De bezetter bracht schepen tot zinken in de Havenmond en in de Nieuwe Willemshaven om scheepvaart vanaf de Waddenzee te bemoeilijken. Ook de motoren van de scheepswerf, de kranen en de drijvende bok werden vernield. De werf en de haveninstallaties zelf bleven wel gespaard.
Om de opmars over het binnenwater te vertragen werden in de Zuiderhaven voor de Kleine Sluis en in de Noorderhaven voor de Grote Sluis eveneens schepen tot zinken gebracht. Deze sluizen waren de enige toegangen van het achterland van Friesland over het water naar de Waddenzee. Het nu bestaande Van Harinxmakanaal en de Tjerk Hiddessluizen zijn pas na de oorlog aangelegd. Tot slot werden ook bij de Havenbrug en de Prins Hendrikbrug verschillende schepen in de grond geboord. Al met al waren er in Harlingen door de bezetter zeventien vaartuigen afgezonken.
Dat de vernielingen veel groter hadden kunnen zijn blijkt uit de verklaring van de tooenmalige Hafenkapitän Leutnant zur See dr. Hans Günter Heinze in 1983 waarin hij hierover heeft verklaard:
“Ich habe übrigens später als Hafenkapitän von Harlingen dafür sorgen können, dass dort die Kaimauern nicht wie vorgesehen gesprengt wurden, sondern nur als kleineres Übel ein paar Kahnne dort versenkt würden, und ein Schiff in der Hafeneinfahrt.

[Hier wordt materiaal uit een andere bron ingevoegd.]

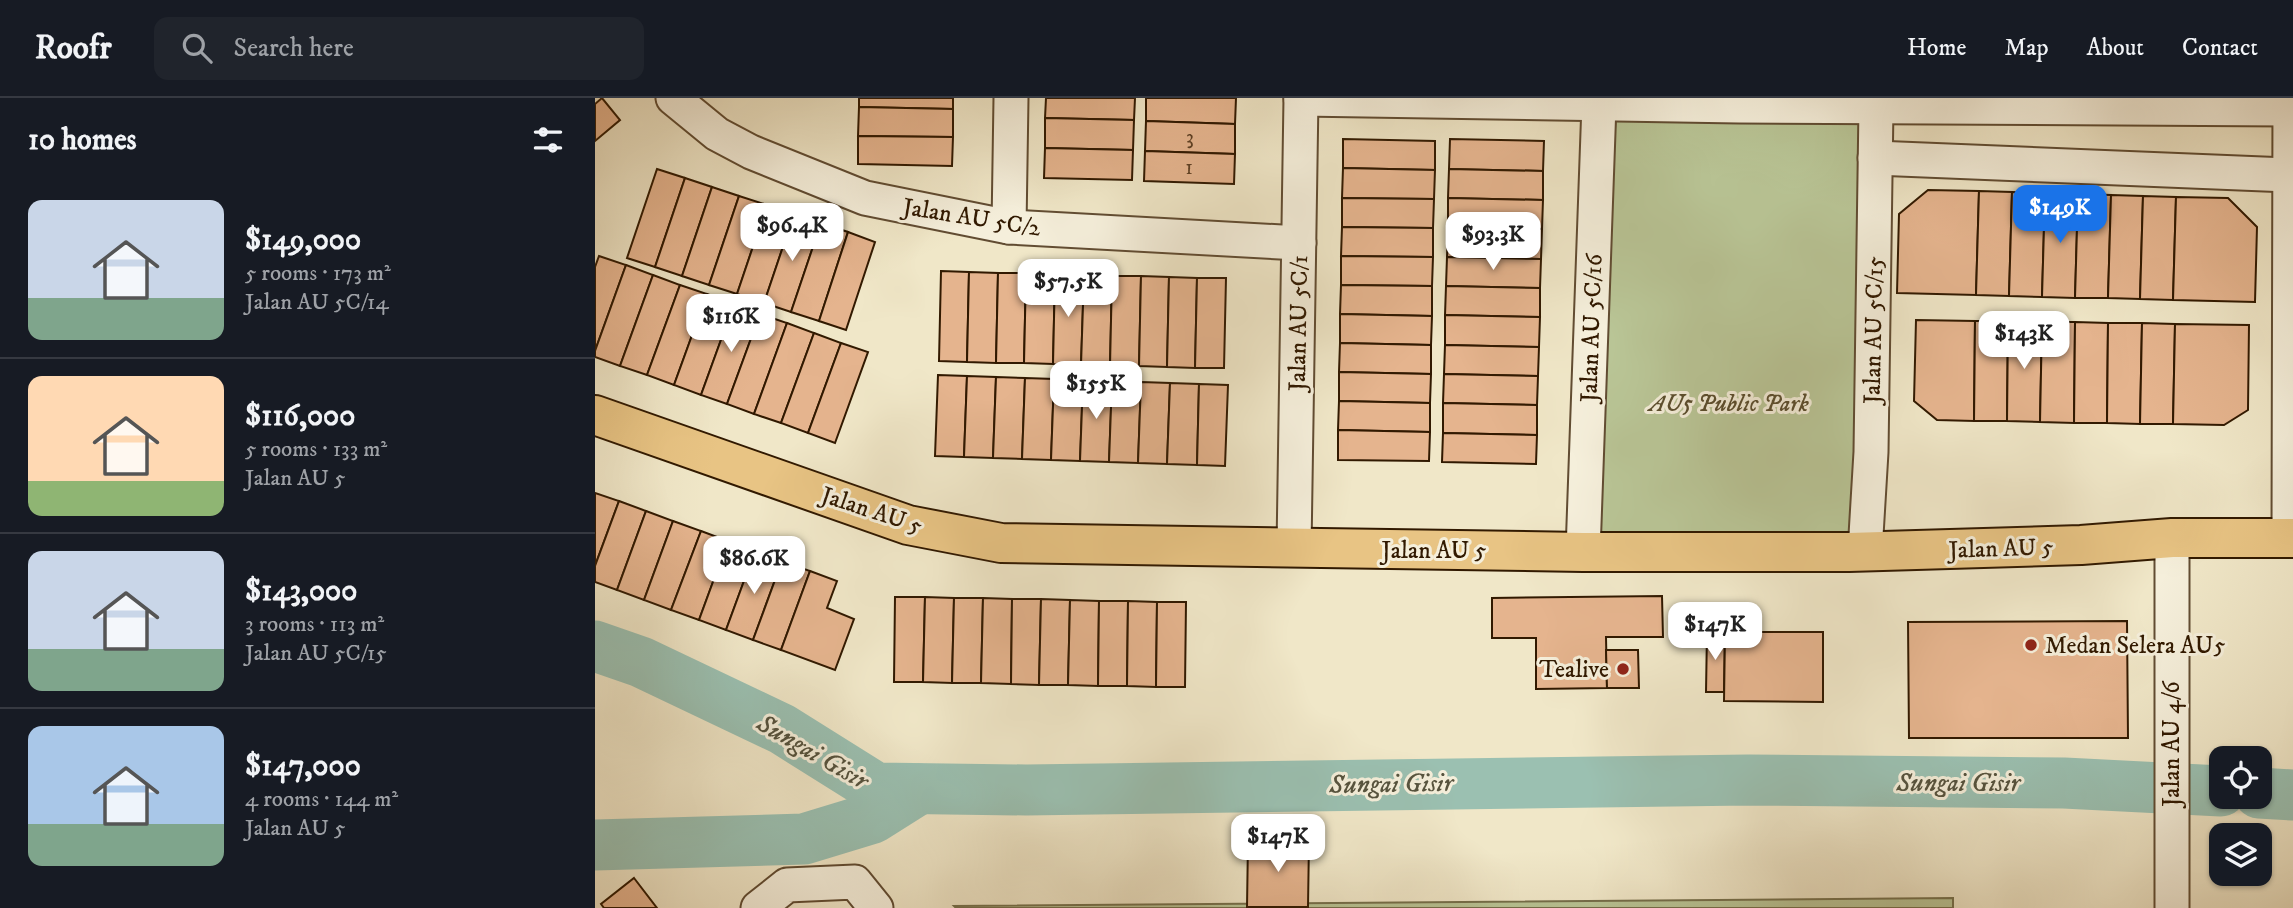 <!DOCTYPE html>
<meta charset="utf-8">
<style>
body{margin:0;font-family:"IM FELL DW Pica",serif;background:#20242c;color:#f1f3f6;height:100vh;display:flex;flex-direction:column;font-size:26px;white-space:nowrap}
*{box-sizing:border-box;margin:0}
p{font-size:23px;color:#9ea1a6}
.icon{flex:none;width:38px;height:38px;fill:none;stroke:currentColor;stroke-width:2;stroke-linecap:round;stroke-linejoin:round}
.map{position:relative;flex:1;overflow:hidden}
.sheet{display:flex;flex-direction:column;background:#171b24;width:595px}
.sheet>*{flex:none}
.tools{position:absolute;left:1614px;top:648px;display:grid;gap:14px}
.tools a{display:grid;place-items:center;width:63px;height:63px;border-radius:14px;background:#171b24;box-shadow:0 2px 5px #0004;font-size:35px}
.price{position:absolute;translate:-50% -60px;padding:0 16px;border-radius:14px;background:#fff;color:#222;font-size:23px;line-height:46px;filter:drop-shadow(0 2px 4px #0008)}
.price::after{content:'';position:absolute;left:50%;top:42px;width:21px;height:16px;margin-left:-10px;background:inherit;clip-path:polygon(0 0,100% 0,50% 100%)}
.price.active{background:#1a73e8;color:#fff}
ul{padding:0;list-style:none}
li{display:flex;align-items:center;gap:21px;height:175px;padding:0 28px}
li+li{border-top:2px solid #363941}
li span{display:grid;place-items:center;flex:none;width:196px;height:140px;border-radius:14px;color:#555}
li>.icon{margin-inline-start:auto}
span .icon{width:84px;height:84px;fill:#fffc;stroke-width:1}
li b{font-size:30px}
h2{display:flex;justify-content:space-between;align-items:center;height:84px;padding:0 28px;font-size:30px}
header{display:flex;align-items:center;gap:42px;box-sizing:border-box;height:98px;padding:0 35px;background:#171b24;border-bottom:2px solid #363941}
header strong{font-size:33px}
nav{display:flex;gap:38px;margin-inline-start:auto;font-size:24px}
.search{width:490px;height:63px;background:#20242c;display:flex;align-items:center;gap:18px;box-sizing:border-box;padding:0 24px;border-radius:14px;color:#9ea1a6;font-size:26px}
main{display:flex;flex:1;min-height:0}
.map>svg:first-child{display:block}
.green{fill:#b9c596;stroke:#756f4b;stroke-width:2}
.lines{fill:none;stroke-linecap:round;stroke-linejoin:round}
.river{stroke:#9bc0b1;stroke-width:51}
.building{fill:#e5b48e;stroke:#311900;stroke-width:2}
.minor-casing{stroke:#614c32;stroke-width:37}
.major-casing{stroke:#311900;stroke-width:42}
.minor{stroke:#f5efdb;stroke-width:33}
.major{stroke:#e8c484;stroke-width:38}
.poi-dot{fill:#8f2418;stroke:#f5efdb;stroke-width:2.5}
.labels{text-anchor:middle;stroke-width:6;stroke-linejoin:round;paint-order:stroke}
.number-label{font-size:21px;fill:#5e4024}
.street-label{font-size:24px;fill:#311900;stroke:#f5efdb}
.park-label{font-size:24px;font-style:italic;fill:#5a4d2d;stroke:#f5efdb}
.poi-label{font-size:24px;fill:#311900;stroke:#f5efdb;text-anchor:start}
.water-label{font-size:26px;font-style:italic;fill:#56533e;stroke:#f5efdb}
</style>
<header>
<strong>Roofr</strong>
<div class="search"><svg class="icon" aria-label="search" viewBox="0 0 24 24"><circle cx="10" cy="10" r="6"/><path d="M15 15l6 6"/></svg>Search here</div>
<nav><a>Home</a><a>Map</a><a>About</a><a>Contact</a></nav>
</header>
<main>
<section class="sheet">
<h2>10 homes<svg class="icon" aria-label="filters" viewBox="0 0 24 24"><path d="M4 7h16M4 17h16"/><circle cx="9" cy="7" r="2"/><circle cx="15" cy="17" r="2"/></svg></h2>
<ul>
<li><span style="background:linear-gradient(#c9d6e8 70%,#7fa58c 0)"><svg class="icon" aria-label="home" viewBox="0 0 24 24"><path d="M3 11l9-7 9 7M6 9v11h12V9"/></svg></span><div><b>$149,000</b><p>5 rooms · 173 m²</p><p>Jalan AU 5C/14</p></div></li>
<li><span style="background:linear-gradient(#ffd9b3 75%,#8fb573 0)"><svg class="icon" aria-label="home" viewBox="0 0 24 24"><path d="M3 11l9-7 9 7M6 9v11h12V9"/></svg></span><div><b>$116,000</b><p>5 rooms · 133 m²</p><p>Jalan AU 5</p></div></li>
<li><span style="background:linear-gradient(#c9d6e8 70%,#7fa58c 0)"><svg class="icon" aria-label="home" viewBox="0 0 24 24"><path d="M3 11l9-7 9 7M6 9v11h12V9"/></svg></span><div><b>$143,000</b><p>3 rooms · 113 m²</p><p>Jalan AU 5C/15</p></div></li>
<li><span style="background:linear-gradient(#a9c7e8 70%,#7fa58c 0)"><svg class="icon" aria-label="home" viewBox="0 0 24 24"><path d="M3 11l9-7 9 7M6 9v11h12V9"/></svg></span><div><b>$147,000</b><p>4 rooms · 144 m²</p><p>Jalan AU 5</p></div></li>
</ul>
</section>
<div class="map">
<svg width="1698" height="810" viewBox="0 0 1698 810">
<rect width="100%" height="100%" fill="#f0e7c8"/>
<filter id="stains"><feTurbulence type="fractalNoise" baseFrequency=".00286" numOctaves="4"/><feColorMatrix values="0 0 0 0 .2 0 0 0 0 .09 0 0 0 0 .02 0 0 0 .5 -.17"/></filter>
<radialGradient id="worn" r=".72"><stop offset=".6" stop-color="#630" stop-opacity="0"/><stop offset="1" stop-color="#630" stop-opacity=".3"/></radialGradient>
<g class="green">
<polygon points="1021,15 1274,20 1262,448 994,444"/>
<polygon points="1358,800 1358,810 361,810 359,808"/>
</g>
<g class="lines">
<g class="river">
<polyline points="0,548 46,564 187,631 281,690 431,692 1153,682 1469,685 1626,693"/>
<polyline points="1664,695 1698,697"/>
<polyline points="0,747 209,741 278,720 324,691"/>
</g>
</g>
<g class="building">
<polygon points="7,0 25,22 0,43 0,6"/>
<polygon points="264,0 358,0 358,11 264,9"/>
<polygon points="451,0 540,0 539,22 450,20"/>
<polygon points="551,0 641,0 640,26 551,23"/>
<polygon points="264,9 358,11 358,39 263,38"/>
<polygon points="450,20 539,22 538,52 450,50"/>
<polygon points="551,23 640,26 640,56 550,53"/>
<polygon points="263,38 358,39 357,68 263,66"/>
<polygon points="748,41 840,43 840,72 748,70"/>
<polygon points="855,41 949,43 948,73 854,71"/>
<polygon points="450,50 538,52 537,82 449,80"/>
<polygon points="550,53 640,56 639,86 549,83"/>
<polygon points="748,70 840,72 839,101 747,100"/>
<polygon points="62,71 90,80 60,169 32,160"/>
<polygon points="854,71 948,73 948,102 853,100"/>
<polygon points="90,80 117,89 87,178 60,169"/>
<polygon points="117,89 144,98 114,187 87,178"/>
<polygon points="1333,92 1384,93 1381,197 1302,195 1304,116"/>
<polygon points="1384,93 1417,94 1414,198 1381,197"/>
<polygon points="1417,94 1450,95 1447,199 1414,198"/>
<polygon points="1450,95 1483,96 1480,200 1447,199"/>
<polygon points="1483,96 1516,97 1513,200 1480,200"/>
<polygon points="1516,97 1548,98 1545,201 1513,200"/>
<polygon points="144,98 172,107 142,196 114,187"/>
<polygon points="1548,98 1581,99 1578,202 1545,201"/>
<polygon points="1581,99 1633,100 1662,129 1660,204 1578,202"/>
<polygon points="747,100 839,101 838,130 747,129"/>
<polygon points="853,100 948,102 947,131 853,129"/>
<polygon points="172,107 199,116 169,205 142,196"/>
<polygon points="199,116 226,125 196,214 169,205"/>
<polygon points="226,125 253,134 224,223 196,214"/>
<polygon points="747,129 838,130 838,159 746,158"/>
<polygon points="853,129 947,131 946,161 852,159"/>
<polygon points="253,134 280,144 251,232 224,223"/>
<polygon points="4,158 31,167 0,253 0,169"/>
<polygon points="746,158 838,159 837,188 746,187"/>
<polygon points="852,159 946,161 945,190 851,188"/>
<polygon points="31,167 58,177 25,268 0,259 0,253"/>
<polygon points="346,173 374,174 372,264 344,263"/>
<polygon points="374,174 403,175 401,265 372,264"/>
<polygon points="403,175 431,175 429,265 401,265"/>
<polygon points="431,175 460,176 458,266 429,265"/>
<polygon points="460,176 489,177 486,267 458,266"/>
<polygon points="58,177 85,187 52,277 25,268"/>
<polygon points="489,177 517,178 515,268 486,267"/>
<polygon points="517,178 546,178 544,268 515,268"/>
<polygon points="546,178 574,179 572,269 544,268"/>
<polygon points="574,179 602,180 600,270 572,269"/>
<polygon points="602,180 631,180 629,270 600,270"/>
<polygon points="85,187 112,196 79,287 52,277"/>
<polygon points="746,187 837,188 837,218 745,216"/>
<polygon points="851,188 945,190 945,219 850,217"/>
<polygon points="112,196 139,206 106,297 79,287"/>
<polygon points="139,206 165,216 132,306 106,297"/>
<polygon points="165,216 192,225 159,316 132,306"/>
<polygon points="745,216 837,218 836,247 745,245"/>
<polygon points="850,217 945,219 944,249 850,247"/>
<polygon points="1321,222 1380,223 1379,323 1342,322 1319,303"/>
<polygon points="1380,223 1413,223 1412,323 1379,323"/>
<polygon points="1413,223 1447,224 1445,324 1412,323"/>
<polygon points="1447,224 1480,224 1479,325 1445,324"/>
<polygon points="1480,224 1513,225 1512,325 1479,325"/>
<polygon points="192,225 219,235 186,325 159,316"/>
<polygon points="1513,225 1547,225 1545,326 1512,325"/>
<polygon points="1547,225 1580,226 1578,326 1545,326"/>
<polygon points="1580,226 1654,227 1653,312 1629,327 1578,326"/>
<polygon points="219,235 246,245 213,335 186,325"/>
<polygon points="246,245 273,254 240,345 213,335"/>
<polygon points="745,245 836,247 836,276 744,274"/>
<polygon points="850,247 944,249 943,278 849,276"/>
<polygon points="744,274 836,276 835,305 744,303"/>
<polygon points="849,276 943,278 942,307 848,305"/>
<polygon points="343,277 372,278 369,359 340,358"/>
<polygon points="372,278 401,279 398,360 369,359"/>
<polygon points="401,279 430,280 427,361 398,360"/>
<polygon points="430,280 459,281 456,362 427,361"/>
<polygon points="459,281 488,282 485,363 456,362"/>
<polygon points="488,282 517,283 514,364 485,363"/>
<polygon points="517,283 546,284 543,365 514,364"/>
<polygon points="546,284 575,285 572,366 543,365"/>
<polygon points="575,285 604,286 602,367 572,366"/>
<polygon points="604,286 633,287 630,368 602,367"/>
<polygon points="744,303 835,305 835,334 743,332"/>
<polygon points="848,305 942,307 942,337 848,335"/>
<polygon points="743,332 835,334 834,363 743,362"/>
<polygon points="848,335 942,337 941,366 847,364"/>
<polygon points="0,395 24,403 0,468"/>
<polygon points="24,403 51,413 22,492 0,484 0,468"/>
<polygon points="51,413 78,423 49,502 22,492"/>
<polygon points="78,423 106,433 76,512 49,502"/>
<polygon points="106,433 133,443 104,522 76,512"/>
<polygon points="133,443 160,453 131,532 104,522"/>
<polygon points="160,453 187,463 158,542 131,532"/>
<polygon points="187,463 215,473 186,552 158,542"/>
<polygon points="215,473 242,483 232,510 259,521 240,572 186,552"/>
<polygon points="1067,498 1068,539 1011,539 1012,590 941,591 941,540 897,540 897,500"/>
<polygon points="300,499 330,499 328,584 299,584"/>
<polygon points="330,499 359,500 357,585 328,584"/>
<polygon points="359,500 388,500 386,585 357,585"/>
<polygon points="388,500 417,501 416,586 386,585"/>
<polygon points="417,501 446,501 444,587 416,586"/>
<polygon points="446,501 475,502 473,587 444,587"/>
<polygon points="475,502 504,503 503,588 473,587"/>
<polygon points="504,503 533,503 532,588 503,588"/>
<polygon points="533,503 562,504 561,589 532,588"/>
<polygon points="562,504 591,504 590,589 561,589"/>
<polygon points="1532,523 1533,640 1314,640 1313,524"/>
<polygon points="1112,534 1130,534 1129,594 1111,594"/>
<polygon points="1130,534 1228,534 1228,604 1129,603"/>
<polygon points="1011,552 1043,552 1044,590 1012,590"/>
<polygon points="653,743 714,743 713,809 652,809"/>
<polygon points="39,780 62,810 9,810 6,806"/>
</g>
<g class="lines">
<defs>
<g id="minor">
<polyline points="78,0 122,36 156,54 270,100 414,129 704,145"/>
<polyline points="706,1 1144,8 1695,11"/>
<polyline points="1280,60 1695,77"/>
<polyline points="414,129 416,0"/>
<polyline points="1694,440 1695,0"/>
<polyline points="699,450 706,0"/>
<polyline points="988,454 1004,6"/>
<polyline points="1270,454 1276,354 1281,9"/>
<polyline points="163,810 192,787 260,784 281,810"/>
<polyline points="1577,810 1577,440"/>
</g>
<polyline id="major" points="0,317 313,427 406,445 988,454 1254,454 1486,447 1577,440 1698,440"/>
</defs>
<use href="#minor" class="minor-casing"/>
<use href="#major" class="major-casing"/>
<use href="#minor" class="minor"/>
<use href="#major" class="major"/>
</g>
<g class="poi-dot">
<circle cx="1436" cy="547" r="7"/>
<circle cx="1028" cy="571" r="7"/>
</g>
<g class="labels">
<g class="number-label">
<text x="595" y="46">3</text>
<text x="594" y="76">1</text>
</g>
<g class="street-label">
<text transform="translate(377 119) rotate(9)" y="8">Jalan AU 5C/2</text>
<text transform="translate(703 225) rotate(-89)" y="8">Jalan AU 5C/1</text>
<text transform="translate(996 230) rotate(-88)" y="8">Jalan AU 5C/16</text>
<text transform="translate(1278 232) rotate(-89)" y="8">Jalan AU 5C/15</text>
<text transform="translate(277 412) rotate(18)" y="8">Jalan AU 5</text>
<text transform="translate(1406 450) rotate(-2)" y="8">Jalan AU 5</text>
<text x="839" y="460">Jalan AU 5</text>
<text transform="translate(1576 646) rotate(-90)" y="8">Jalan AU 4/6</text>
</g>
<g class="park-label">
<text x="1134" y="313">AU5 Public Park</text>
</g>
<g class="poi-label">
<text x="1450" y="555">Medan Selera AU5</text>
<text x="1014" y="579" text-anchor="end">Tealive</text>
</g>
<g class="water-label">
<text transform="translate(218 653) rotate(30)" y="9">Sungai Gisir</text>
<text x="1363" y="693">Sungai Gisir</text>
<text transform="translate(796 685) rotate(-1)" y="9">Sungai Gisir</text>
</g>
</g>
<rect width="100%" height="100%" filter="url(#stains)"/>
<rect width="100%" height="100%" fill="url(#worn)"/>
</svg>
<div class="tools">
<a><svg class="icon" aria-label="locate" viewBox="0 0 24 24"><circle cx="12" cy="12" r="6"/><path d="M12 2v4M12 18v4M2 12h4M18 12h4"/></svg></a>
<a><svg class="icon" aria-label="layers" viewBox="0 0 24 24"><path d="M12 4l9 5-9 5-9-5zM3 14l9 5 9-5"/></svg></a>
</div>
<b class="price active" style="left:1465px;top:147px">$149K</b>
<b class="price" style="left:197px;top:165px">$96.4K</b>
<b class="price" style="left:898px;top:174px">$93.3K</b>
<b class="price" style="left:473px;top:221px">$57.5K</b>
<b class="price" style="left:136px;top:256px">$116K</b>
<b class="price" style="left:1429px;top:273px">$143K</b>
<b class="price" style="left:501px;top:323px">$155K</b>
<b class="price" style="left:159px;top:498px">$86.6K</b>
<b class="price" style="left:1120px;top:564px">$147K</b>
<b class="price" style="left:683px;top:776px">$147K</b>
</div>
</main>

Auch wollte der Kommandeur der dortigen Marine-Artillerie, als Orts-Kommandeur dort, noch den Wasserturm sprengen und die Schleussen, um ganz Friesland, wie er meinte, unter Wasser zu setzen. Erst auf meinen Einwand, ob er wWohl meine, dass die Kanadier dann aus Furcht vor dem Verdursten den Vormarsch einstellen würden, und dass er, wenn er den kühnen Plan habe, durch die kleinen Schleussen ganz Friesland unter Wasser zu setzen, dass er doch dann die Schleussen intakt lassen müsse, um sie bei Ebbe zu schlieβen, unterblieb der ganze Spuk. Zur Richtigstellung, er wollte nur die Umgebung von Harlingen unter Wasser zur Verteidigung der Stadt setzen, wusste aber gar nicht, daβ das Hinterland ein groβer, Friesland umfassender, Polder ist.”.
Bij de Canadese artilleriebeschieting van Harlingen op 16 april was ook de haven een belangrijk doelwit omdat hier nog Duits geschut stond opgesteld. De sleepboot “Edzo Jan” waarmee de Hafenkapitän en enkele andere Duitsers probeerden te ontvluchten werd vanuit tijdens de bevrijding vanuit de lucht ontdekt en door Canadese artilleriebeschietingen geraakt. Daarbij vielen aan boord enkele doden en het schip keerde daarna naar de haven terug.